• Work to complete: Lines where the string "buttons" appears are to be copied from the entries below.

• The data:
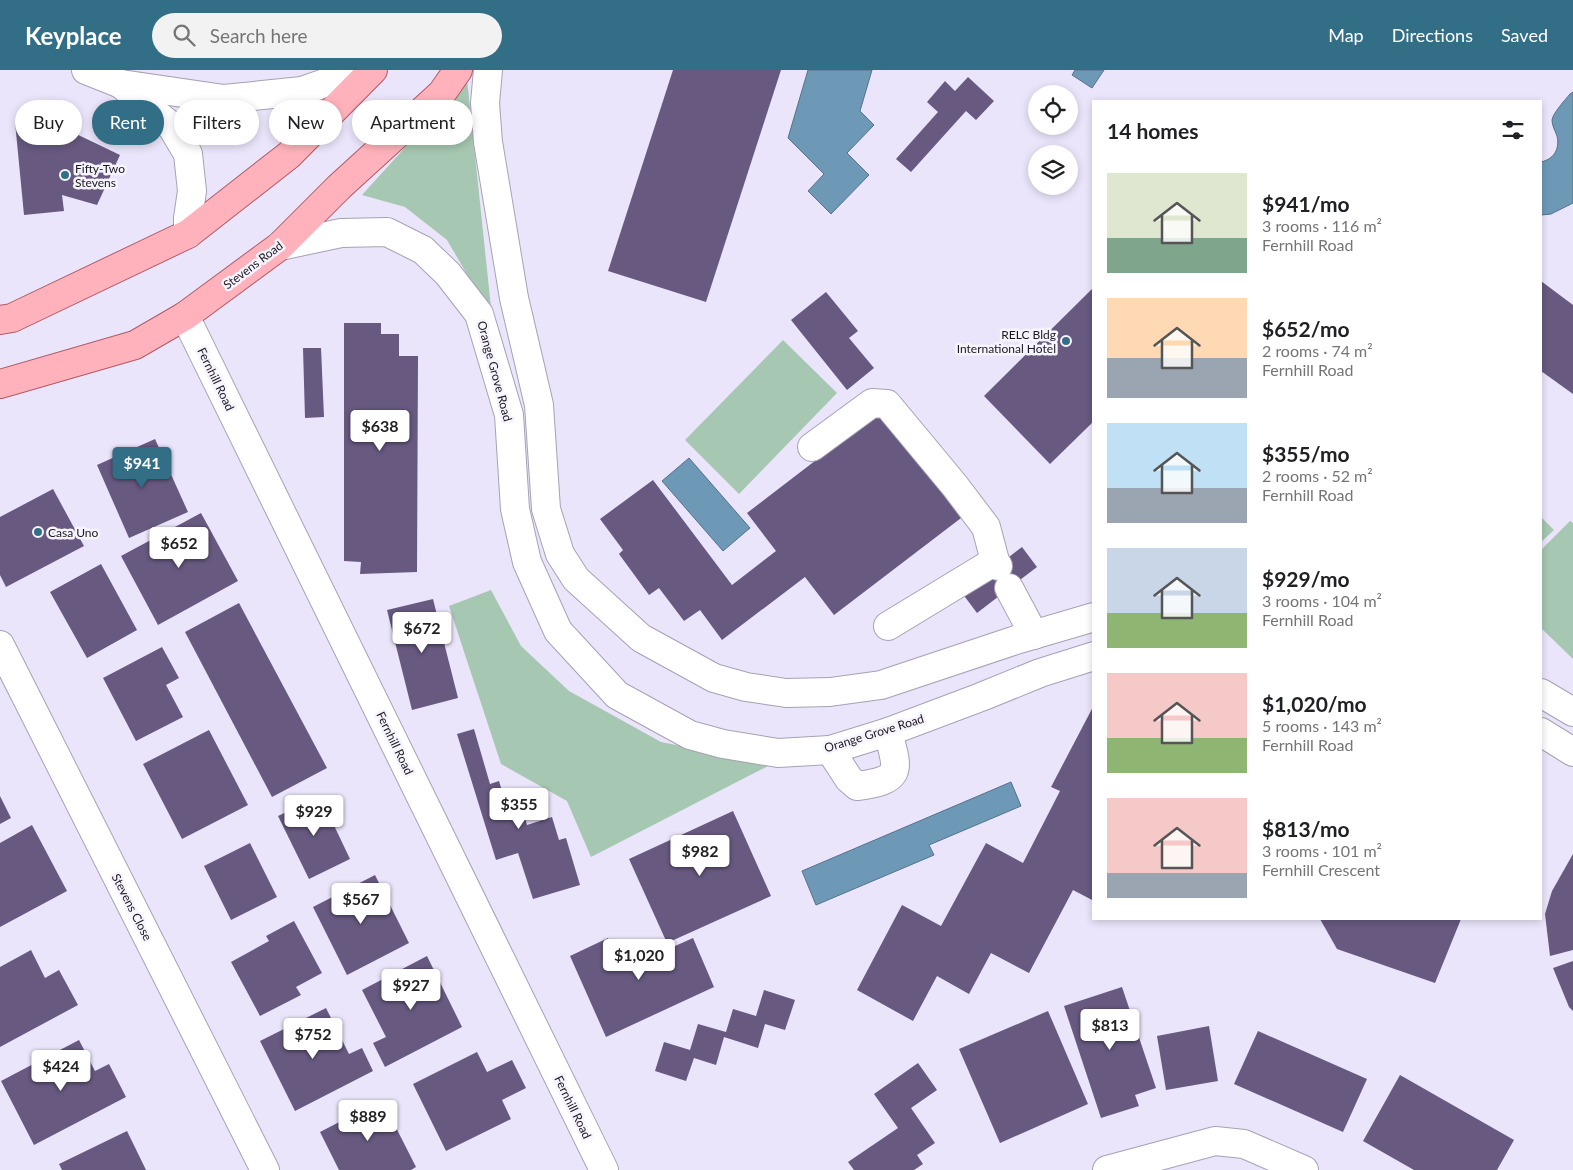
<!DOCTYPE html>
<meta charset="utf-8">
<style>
body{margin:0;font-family:Lato,sans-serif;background:#f2f2f2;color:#202124;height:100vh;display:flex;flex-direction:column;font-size:19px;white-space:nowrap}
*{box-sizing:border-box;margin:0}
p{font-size:16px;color:#757577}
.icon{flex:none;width:28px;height:28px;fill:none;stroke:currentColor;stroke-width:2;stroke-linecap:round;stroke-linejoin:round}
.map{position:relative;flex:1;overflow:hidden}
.side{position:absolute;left:1092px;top:30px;width:450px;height:820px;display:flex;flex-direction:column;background:#fff;border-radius:0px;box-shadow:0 2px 8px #0003}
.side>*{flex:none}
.top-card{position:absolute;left:15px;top:30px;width:475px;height:45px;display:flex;gap:10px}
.buttons{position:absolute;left:1028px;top:15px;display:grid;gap:10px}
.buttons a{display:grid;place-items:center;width:50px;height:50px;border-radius:50%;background:#fff;box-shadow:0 2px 8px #0003;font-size:25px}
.price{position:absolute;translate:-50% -42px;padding:0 11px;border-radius:5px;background:#fff;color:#222;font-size:16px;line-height:32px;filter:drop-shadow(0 1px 2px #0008)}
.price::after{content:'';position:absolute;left:50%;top:30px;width:15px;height:11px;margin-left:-8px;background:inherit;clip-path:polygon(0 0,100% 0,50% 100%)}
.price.on{background:#326e85;color:#fff}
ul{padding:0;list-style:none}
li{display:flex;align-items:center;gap:15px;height:125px;padding:0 15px}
li span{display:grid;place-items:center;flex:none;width:140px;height:100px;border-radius:0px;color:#555}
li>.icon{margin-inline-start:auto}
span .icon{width:60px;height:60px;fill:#fffc;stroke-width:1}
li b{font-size:21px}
h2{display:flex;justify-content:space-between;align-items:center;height:60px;padding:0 15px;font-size:21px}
.chip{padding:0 18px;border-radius:22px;background:#fff;box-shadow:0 2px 8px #0003;font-size:18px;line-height:45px}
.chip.on{background:#326e85;color:#fff}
header{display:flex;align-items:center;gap:30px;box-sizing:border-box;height:70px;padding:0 25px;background:#326e85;color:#fff}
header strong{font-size:24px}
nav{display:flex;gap:28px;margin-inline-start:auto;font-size:18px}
.search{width:350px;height:45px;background:#f2f2f2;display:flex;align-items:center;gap:12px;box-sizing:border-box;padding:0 18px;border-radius:28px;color:#757577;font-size:19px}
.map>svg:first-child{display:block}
</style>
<header>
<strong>Keyplace</strong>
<div class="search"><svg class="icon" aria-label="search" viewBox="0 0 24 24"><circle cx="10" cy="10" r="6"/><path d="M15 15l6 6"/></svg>Search here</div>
<nav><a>Map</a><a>Directions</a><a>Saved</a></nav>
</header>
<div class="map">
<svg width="1573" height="1100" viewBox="0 0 1573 1100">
<rect width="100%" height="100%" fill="#ebe5fb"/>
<g fill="#a6c7b1">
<path d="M 467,9 L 492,247 L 447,170 L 405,137 L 362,125 Z"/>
<path d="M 783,270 L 837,323 L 739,424 L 685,370 Z"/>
<path d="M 1541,447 L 1554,460 L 1541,472 Z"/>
<path d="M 1570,451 L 1573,453 L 1573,589 L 1541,558 L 1541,480 Z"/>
<path d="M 491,520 L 521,576 L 569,621 L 661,672 L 772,694 L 591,787 L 567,731 L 501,694 L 449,536 Z"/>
</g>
<g fill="#6d99b6" stroke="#547289">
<path d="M 808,0 L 872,0 L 860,41 L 874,55 L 847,83 L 869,105 L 831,144 L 808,121 L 824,104 L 788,68 Z"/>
<path d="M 1075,0 L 1104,0 L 1092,18 L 1072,5 Z"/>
<path d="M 1573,22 L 1573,133 L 1551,144 L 1541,145 L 1541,92 C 1554,89 1560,79 1557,66 C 1555,60 1552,56 1552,50 C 1553,43 1565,30 1570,24 Z"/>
<path d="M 689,388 L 750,458 L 723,481 L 662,411 Z"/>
<path d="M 1011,712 L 1021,736 L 929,775 L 934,785 L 816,835 L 802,801 Z"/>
</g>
<g fill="#675980">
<path d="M 673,0 L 781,0 L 706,232 L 608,201 Z"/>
<path d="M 968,7 L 994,31 L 976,50 L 966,41 L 911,102 L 896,89 L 938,42 L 927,32 L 945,11 L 955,21 Z"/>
<path d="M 45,49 L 120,85 L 97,135 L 62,125 L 64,141 L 24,145 L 15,52 Z"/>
<path d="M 1541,211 L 1573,235 L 1573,324 L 1541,301 Z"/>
<path d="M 1094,217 L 1094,351 L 1050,394 L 984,326 Z"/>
<path d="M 826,222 L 858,261 L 849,268 L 874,298 L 847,320 L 791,250 Z"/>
<path d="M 344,253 L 381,253 L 381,264 L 399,264 L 399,286 L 418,286 L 417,502 L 360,504 L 361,492 L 344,491 Z"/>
<path d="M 303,278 L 321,278 L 324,347 L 305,348 Z"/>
<path d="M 884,338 L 965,445 L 834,545 L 805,507 L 722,570 L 700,540 L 684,551 L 659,518 L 649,525 L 619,484 L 623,480 L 600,449 L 653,410 L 732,515 L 776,481 L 747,443 Z"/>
<path d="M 155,369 L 188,442 L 129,468 L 97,395 Z"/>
<path d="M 53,419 L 84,476 L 6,517 L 0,505 L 0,447 Z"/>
<path d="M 201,443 L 238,511 L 158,555 L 121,486 Z"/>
<path d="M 1022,477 L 1037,497 L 977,543 L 962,523 Z"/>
<path d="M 101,494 L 137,560 L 87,588 L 50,522 Z"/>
<path d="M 433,529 L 458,628 L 412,640 L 387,540 Z"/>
<path d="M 239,533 L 327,698 L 272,727 L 185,562 Z"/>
<path d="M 162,577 L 179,608 L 166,615 L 183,647 L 136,671 L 103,608 Z"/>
<path d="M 1094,635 L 1094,831 L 1073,820 L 1029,903 L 991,883 L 969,924 L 937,906 L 913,951 L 857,920 L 902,835 L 941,856 L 986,773 L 1023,793 L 1060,721 L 1051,717 Z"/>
<path d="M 474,659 L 490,714 L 499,711 L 506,734 L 520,730 L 527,755 L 552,747 L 559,770 L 566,768 L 580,815 L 533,829 L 518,783 L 496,790 L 457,664 Z"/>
<path d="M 209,660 L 248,735 L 182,769 L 143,694 Z"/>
<path d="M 0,726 L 11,748 L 0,754 Z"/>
<path d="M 320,726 L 350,789 L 309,809 L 278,746 Z"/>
<path d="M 733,741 L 771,826 L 667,873 L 629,789 Z"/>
<path d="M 32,755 L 67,821 L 0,857 L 0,773 Z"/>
<path d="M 250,773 L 277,827 L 231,850 L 204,796 Z"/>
<path d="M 1573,784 L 1573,880 L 1550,886 L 1545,844 L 1552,821 Z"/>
<path d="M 375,805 L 409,873 L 347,905 L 313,837 Z"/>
<path d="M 1320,849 L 1461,849 L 1435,913 L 1337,879 Z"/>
<path d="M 294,851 L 322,903 L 296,917 L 301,925 L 260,946 L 231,892 L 269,871 L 266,866 Z"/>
<path d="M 608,868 L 611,878 L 649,872 L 655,885 L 693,868 L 714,917 L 606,967 L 570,886 Z"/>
<path d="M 31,880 L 45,908 L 59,900 L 78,935 L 0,977 L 0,897 Z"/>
<path d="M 427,886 L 462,957 L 385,997 L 373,973 L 386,967 L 362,920 Z"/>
<path d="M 1573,891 L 1573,941 L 1569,937 L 1553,898 Z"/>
<path d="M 1122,917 L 1156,1018 L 1135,1025 L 1139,1036 L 1101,1048 L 1064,936 Z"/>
<path d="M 764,920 L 795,930 L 785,960 L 765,954 L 758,978 L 724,967 L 716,995 L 694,988 L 686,1011 L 655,1001 L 664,972 L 690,980 L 698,954 L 726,962 L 733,939 L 756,946 Z"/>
<path d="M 326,938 L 349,984 L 362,978 L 373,1001 L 295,1041 L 260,971 Z"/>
<path d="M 1048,941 L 1088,1034 L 1000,1073 L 959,979 Z"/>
<path d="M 1209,956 L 1218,1011 L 1166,1020 L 1157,966 Z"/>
<path d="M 1258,961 L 1367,1009 L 1343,1062 L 1234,1014 Z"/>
<path d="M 79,970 L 95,1001 L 109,994 L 126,1027 L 34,1075 L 1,1011 Z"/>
<path d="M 477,982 L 487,1002 L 512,990 L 526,1018 L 502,1030 L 511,1049 L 446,1081 L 413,1014 Z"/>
<path d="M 918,993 L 937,1020 L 911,1038 L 935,1073 L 917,1085 L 923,1094 L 914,1100 L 854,1100 L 848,1092 L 898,1058 L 874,1024 Z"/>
<path d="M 1400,1005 L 1514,1070 L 1497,1100 L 1414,1100 L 1363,1071 Z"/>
<path d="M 382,1030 L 416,1097 L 411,1100 L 339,1100 L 320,1062 Z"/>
<path d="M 127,1061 L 146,1100 L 62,1100 L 59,1094 Z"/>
</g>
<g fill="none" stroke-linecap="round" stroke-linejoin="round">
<defs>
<g id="minor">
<path d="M 86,0 L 121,14 L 224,29 L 302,21 L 362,0"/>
<path d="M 488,0 L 485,33 L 488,72 L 514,228 L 539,335 L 546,439 L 560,484 L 576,509 L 641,568 L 714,608 L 746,617 L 786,623 L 830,622 L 881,615 L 1019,569 L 1094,547"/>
<path d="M 121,14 L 172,57 L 188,84 L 192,121 L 188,148 L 188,164"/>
<path d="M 280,176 L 341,163 L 387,162 L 423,180 L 448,204 L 479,244 L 509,345 L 515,439 L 527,492 L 558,561 L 617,625 L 690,665 L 723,674 L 778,683 L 830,680 L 888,662 L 981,627 L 1040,603 L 1094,586"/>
<path d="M 185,246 L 604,1100"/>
<path d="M 812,377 L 872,333 L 887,334 L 955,416 L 986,457 L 995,491 L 998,496"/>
<path d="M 1009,518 L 1034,565"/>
<path d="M 888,556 L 995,491"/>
<path d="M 0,575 L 265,1100"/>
<path d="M 1541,623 L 1573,642"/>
<path d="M 1541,662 L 1573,682"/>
<path d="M 830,680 L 849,709 L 857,716 C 904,710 898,700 888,662"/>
<path d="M 1107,1100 L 1215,1071 L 1244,1074 L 1304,1100"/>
</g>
<g id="major">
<path d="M 0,250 L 12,248 L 188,164 L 289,85 L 373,0"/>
<path d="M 0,314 L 135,275 L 185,246 L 280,176 L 339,117 L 442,23 L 458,0"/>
</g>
</defs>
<use href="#minor" stroke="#a7a1b6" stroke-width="30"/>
<use href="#major" stroke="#af5b66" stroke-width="30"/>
<use href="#minor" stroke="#fff" stroke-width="28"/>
<use href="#major" stroke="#ffb2bb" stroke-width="28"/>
</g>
<g fill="#326e85" stroke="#f7f4fd" stroke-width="2">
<circle cx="65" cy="105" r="5"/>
<circle cx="1066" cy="271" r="5"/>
<circle cx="38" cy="462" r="5"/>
</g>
<g text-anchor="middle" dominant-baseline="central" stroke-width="5" stroke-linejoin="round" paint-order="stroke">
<g font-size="12" fill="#1a171f" stroke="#f7f4fd" text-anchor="start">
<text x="75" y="98">Fifty-Two<tspan x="75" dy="14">Stevens</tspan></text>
<text x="1056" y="264" text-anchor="end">RELC Bldg<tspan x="1056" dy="14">International Hotel</tspan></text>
<text x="48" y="462">Casa Uno</text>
</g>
<g font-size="12" fill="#1a171f" stroke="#f7f4fd">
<text transform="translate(253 195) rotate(-37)">Stevens Road</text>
<text transform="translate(495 301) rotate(75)">Orange Grove Road</text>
<text transform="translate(216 309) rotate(64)">Fernhill Road</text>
<text transform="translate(874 663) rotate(-17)">Orange Grove Road</text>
<text transform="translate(395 673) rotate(64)">Fernhill Road</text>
<text transform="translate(132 837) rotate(63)">Stevens Close</text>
<text transform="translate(573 1037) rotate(64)">Fernhill Road</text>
</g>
</g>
</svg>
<div class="buttons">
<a><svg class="icon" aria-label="locate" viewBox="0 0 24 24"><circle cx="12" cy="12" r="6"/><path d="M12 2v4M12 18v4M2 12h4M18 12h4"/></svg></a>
<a><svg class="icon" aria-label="layers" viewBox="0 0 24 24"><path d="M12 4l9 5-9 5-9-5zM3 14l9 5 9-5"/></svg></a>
</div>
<b class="price" style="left:380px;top:382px">$638</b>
<b class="price on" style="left:142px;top:419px">$941</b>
<b class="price" style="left:179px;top:499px">$652</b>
<b class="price" style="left:422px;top:584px">$672</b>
<b class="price" style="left:519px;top:760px">$355</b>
<b class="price" style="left:314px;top:767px">$929</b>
<b class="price" style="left:700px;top:807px">$982</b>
<b class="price" style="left:361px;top:855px">$567</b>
<b class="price" style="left:639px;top:911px">$1,020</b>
<b class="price" style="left:411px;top:941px">$927</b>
<b class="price" style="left:1110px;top:981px">$813</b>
<b class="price" style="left:313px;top:990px">$752</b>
<b class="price" style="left:61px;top:1022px">$424</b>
<b class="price" style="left:368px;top:1072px">$889</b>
<div class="top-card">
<a class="chip">Buy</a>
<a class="chip on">Rent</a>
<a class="chip">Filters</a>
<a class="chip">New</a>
<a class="chip">Apartment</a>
</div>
<section class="side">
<h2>14 homes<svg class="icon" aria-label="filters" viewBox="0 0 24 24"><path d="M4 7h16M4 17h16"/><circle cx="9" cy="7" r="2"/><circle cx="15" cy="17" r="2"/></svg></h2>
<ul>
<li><span style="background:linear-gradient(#dfe7d0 65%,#7fa58c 0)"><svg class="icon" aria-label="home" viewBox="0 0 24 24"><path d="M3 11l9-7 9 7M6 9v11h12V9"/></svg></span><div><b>$941/mo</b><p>3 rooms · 116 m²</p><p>Fernhill Road</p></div></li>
<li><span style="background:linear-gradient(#ffd9b3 60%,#9aa5b1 0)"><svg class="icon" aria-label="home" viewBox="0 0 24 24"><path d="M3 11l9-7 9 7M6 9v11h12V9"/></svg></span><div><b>$652/mo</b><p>2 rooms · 74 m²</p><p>Fernhill Road</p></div></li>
<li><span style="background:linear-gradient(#bfe0f5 65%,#9aa5b1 0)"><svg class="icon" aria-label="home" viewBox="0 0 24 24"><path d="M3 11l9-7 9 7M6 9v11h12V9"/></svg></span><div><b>$355/mo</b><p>2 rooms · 52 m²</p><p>Fernhill Road</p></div></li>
<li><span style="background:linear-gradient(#c9d6e8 65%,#8fb573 0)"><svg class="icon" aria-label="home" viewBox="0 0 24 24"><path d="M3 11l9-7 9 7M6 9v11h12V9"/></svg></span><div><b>$929/mo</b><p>3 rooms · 104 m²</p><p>Fernhill Road</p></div></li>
<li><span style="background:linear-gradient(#f6c9c9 65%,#8fb573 0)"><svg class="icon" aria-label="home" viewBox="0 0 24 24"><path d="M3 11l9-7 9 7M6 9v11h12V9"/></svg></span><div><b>$1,020/mo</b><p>5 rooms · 143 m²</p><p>Fernhill Road</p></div></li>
<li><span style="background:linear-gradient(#f6c9c9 75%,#9aa5b1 0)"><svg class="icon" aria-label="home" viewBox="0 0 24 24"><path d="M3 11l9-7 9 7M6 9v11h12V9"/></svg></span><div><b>$813/mo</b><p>3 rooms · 101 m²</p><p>Fernhill Crescent</p></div></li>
</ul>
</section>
</div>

• Expected answer:
.buttons{position:absolute;left:1028px;top:15px;display:grid;gap:10px}
.buttons a{display:grid;place-items:center;width:50px;height:50px;border-radius:50%;background:#fff;box-shadow:0 2px 8px #0003;font-size:25px}
<div class="buttons">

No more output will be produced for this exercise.